Jacob also performs regularly with the Melbourne and Sydney Symphony Orchestras, and has appeared with renowned ensembles such as Ensemble Offspring, Argonaut Ensemble (BIFEM), Speak Percussion, and Synergy Percussion. Festival credits include the Bang on a Can Summer Music Festival (USA), Bendigo International Festival of Exploratory Music, Metropolis New Music Festival, ISCM World New Music Days, Sydney Festival, and Mathemusical Conversations (Singapore).
Artist New Zealand String Quartet
Celebrating its 35th season, the New Zealand String Quartet has established an international reputation for its insightful interpretations, compelling communication, and dynamic performing style. The Quartet is known for its imaginative programming and for its powerful connection with audiences of all kinds.
The group’s extensive discography includes the complete quartets of Mendelssohn, Bartok, Berg, Brahms, Janacek and Lilburn on the Naxos label, works by Ravel, Debussy, Mozart, Beethoven, Schubert, Dvorak, Wolf, Tan Dun, Takemitsu, Gao Ping, and Zoltan Szekely as well as many NZ compositions.
The Quartet tours regularly in the UK, Europe and North America as well as to Mexico, Curaçao, Japan, Korea, and China, and made many visits to Australia, including the festivals in Townsville and Canberra.
As Quartet-in-Residence and teachers at the New Zealand School of Music Te Kōkī at Victoria University of Wellington since 1991, as well as running two intensive chamber music courses annually, the Quartet has had a profound effect on generations of New Zealand’s string players and composers.
Artist Australian Dance Party
Australian Dance Party is a collective of contemporary dance artists creating joyous, bold and urgent site-specific dance work in Canberra and beyond. We harness the universality, power and playfulness of the human body to connect to the ordinary and extraordinary spaces around us, inspiring thinking, feeling and action in today’s world. Through a focus on creative practice, we are creating and presenting new work, developing and sustaining careers for dance artists in our region.
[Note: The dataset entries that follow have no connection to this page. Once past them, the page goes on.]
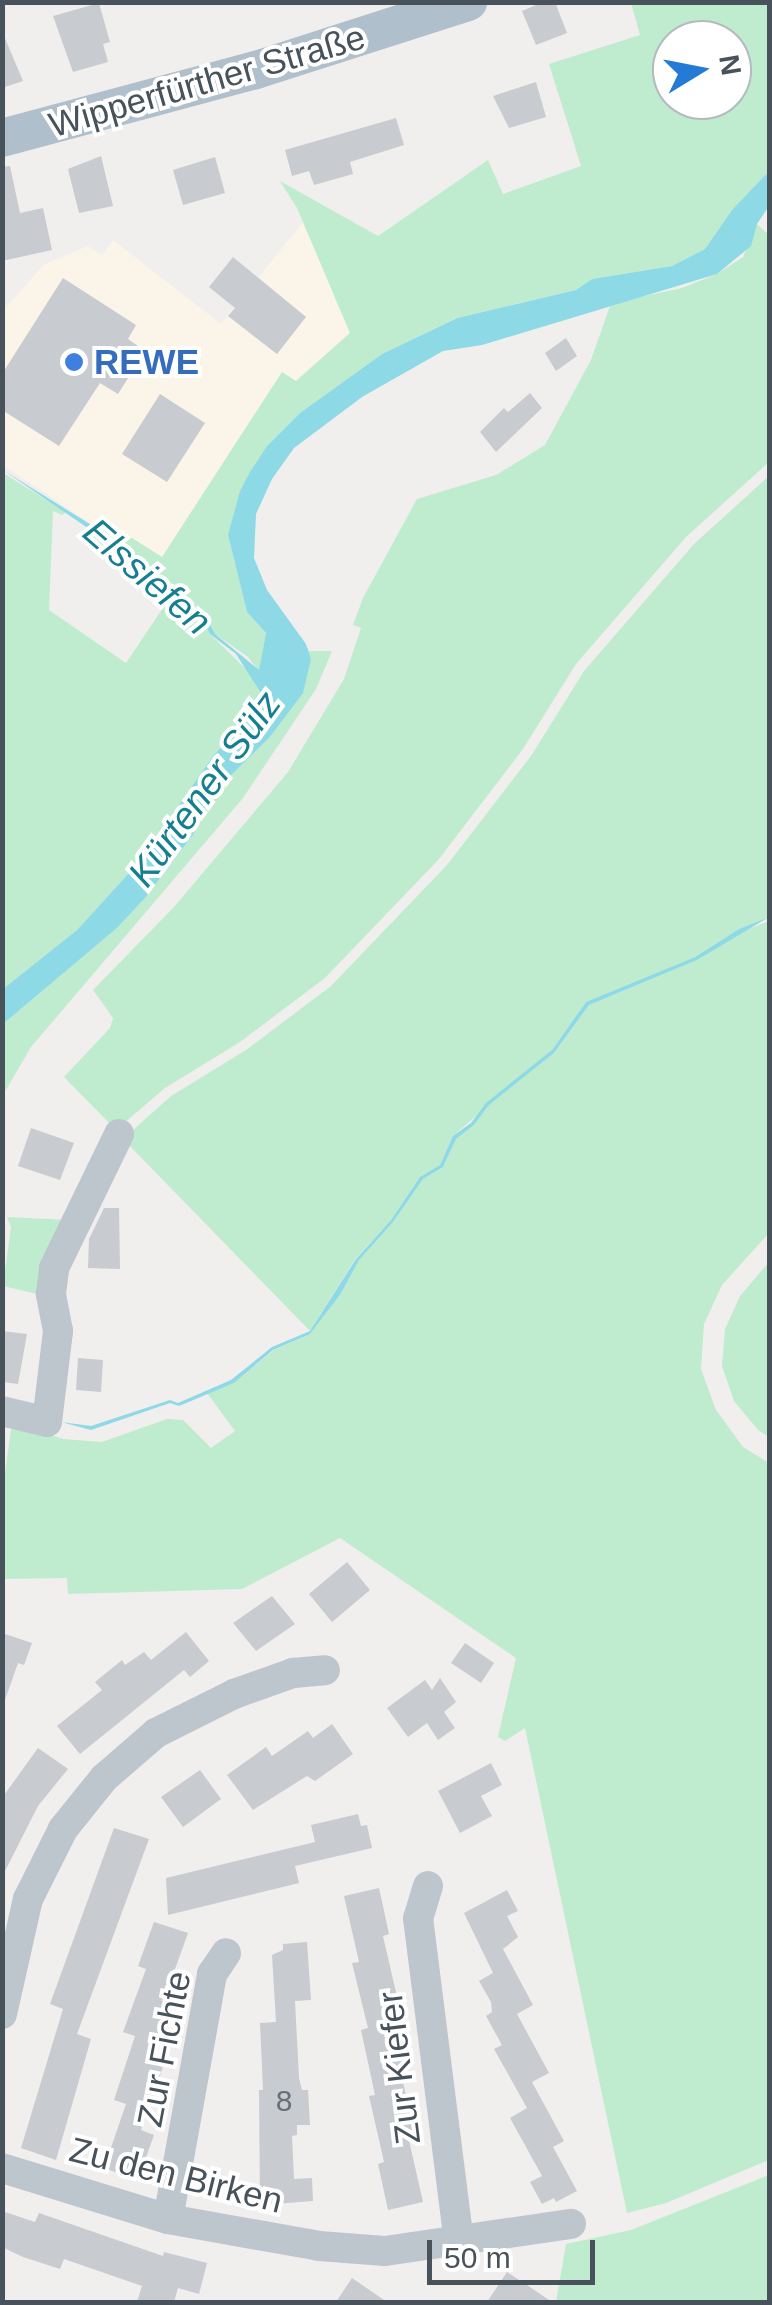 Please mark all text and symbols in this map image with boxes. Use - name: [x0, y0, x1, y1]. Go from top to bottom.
- street label: Wipperfürther Straße: [44, 16, 370, 146]
- north arrow: [652, 20, 752, 120]
- text: N: [713, 52, 747, 78]
- place label: REWE: [94, 341, 199, 383]
- marker: REWE: [63, 351, 85, 373]
- water label: Elssiefen: [74, 509, 220, 645]
- water label: Kürtener Sülz: [119, 682, 291, 896]
- street label: Zur Fichte: [128, 1968, 200, 2130]
- street label: Zur Kiefer: [369, 1989, 429, 2147]
- house number: 8: [276, 2083, 292, 2119]
- street label: Zu den Birken: [65, 2128, 287, 2222]
- scale bar: [432, 2220, 600, 2282]
- text: 50 m: [444, 2241, 511, 2274]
And we have fun….it’s a Party!
Artist Ben Ward, double bass
Ben Ward is a musician, working predominantly on the lands of the Gadigal and Bidjigal, whose practice has recently focussed on altered tunings, texture and improvisation. Outside his work on the double bass with the Sydney Symphony Orchestra he is inspired by the wonderful community of musicians in Sydney. Place and history are currently important foundations of his artistic thought. A recent highlight is an ongoing collaboration with cellist Freya Schack-Arnott which has produced an album “in landscape” (2020) and which has a set of upcoming releases for nyckleharpe, synthesised sounds, double bass and cello.
Artist Monique Lapins
Monique Lapins began her violin studies at the age of 6 with the Suzuki method. Her early teachers included Nicholas Milton and James Cuddeford and it was at the encouragement of the latter that she formed her first quartet at the age of 16. Monique won a full scholarship to the Australian National Academy of Music where her teachers and mentors included William Hennessy (former violinist with the Australian String Quartet), Howard Penny (a long-time member of the Chamber Orchestra of Europe) and the academy’s artistic director Brett Dean.
Monique furthered her studies at the Yong Siew Toh Conservatory of Music under the tutelage of Professor Qian Zhou and subsequently won a position in the Hyogo Performing Arts Centre Orchestra in Japan, where she was selected to perform as soloist alongside Olivier Charlier in Bach’s Double Violin Concerto at the “La Folle Journée au Japon” in Tokyo and at HPAC concert hall in Hyogo.
Monique has twice been a finalist in the Asia Pacific Chamber Music Competition and has participated in chamber music programmes and festivals in the UK, France, the Czech Republic, Holland, Japan, Hong Kong and Australia. In recent years, she has received repeat invitations from cellist Stephen Isserlis to take part in the prestigious Open Chamber Music Programme in Prussia Cove in the UK and she has also participated in a residential Chamber Music Seminar at Stanford University.
A former Emerging Artist with the Australian Chamber Orchestra, Monique has toured extensively in collaboration with the Australian Chamber Orchestra Collective, the Melbourne Chamber Orchestra and the Singapore Symphony Orchestra. She has also performed under the baton of Seiji Ozawa in the Okushiga Chamber Music Academy and under Philippe Herreweghe as part of the Orchestre de Champs Elysées Jeune Orchestre Atlantique programme.
Monique’s chamber music performances include playing 1st violin with the T’ang Quartet in a concert in Singapore and multiple performances in Asia with her partner, marimba player Naoto Segawa, in the contemporary music group Ensemble Gô.
Monique joined the New Zealand String Quartet as 2nd violinist in May 2016 and made her international debut with the ensemble at the 2016 Salisbury Festival in the UK. She currently plays an 1883 Gand, on loan from the Rin Collection in Singapore.
Artist Solomon Frank
Solomon Frank (he/him) is a queer performer. composer, clarinettist and educator living and working on Cammeraygal land, whose inter-disciplinary practice straddles cross-species musical collaboration, vacuum cleaners and time travel.
Solomon receives emails from the future including music and musical instructions written by future humans and entities for Frank to perform and carry out in the present. These fictional concepts provide a frame for listening, a way of situating art music and making audiences aware of their cultured ears.
Solomon’s improvisational practice expands upon the clarinet, replacing parts of the clarinet with other objects, homemade aluminium and plastic reeds, hoses, vacuum cleaners, watering cans and water. His academic research explores canine-human musical collaboration as a mechanism to question the human uniqueness of music. Education forms an integral part of Solomon’s practice and he relishes instilling lateral ways of thinking in young minds.
Solomon’s works and those received from the future have been performed by Ensemble Offspring, Sydney’s Symphony Orchestra Fellows, Kirkos Ensemble (Ireland), double bassist, Will Hansen, Willoughby Symphony Orchestra, E-MexEnsemble (Germany), and his own group, Ensemble Onsombl.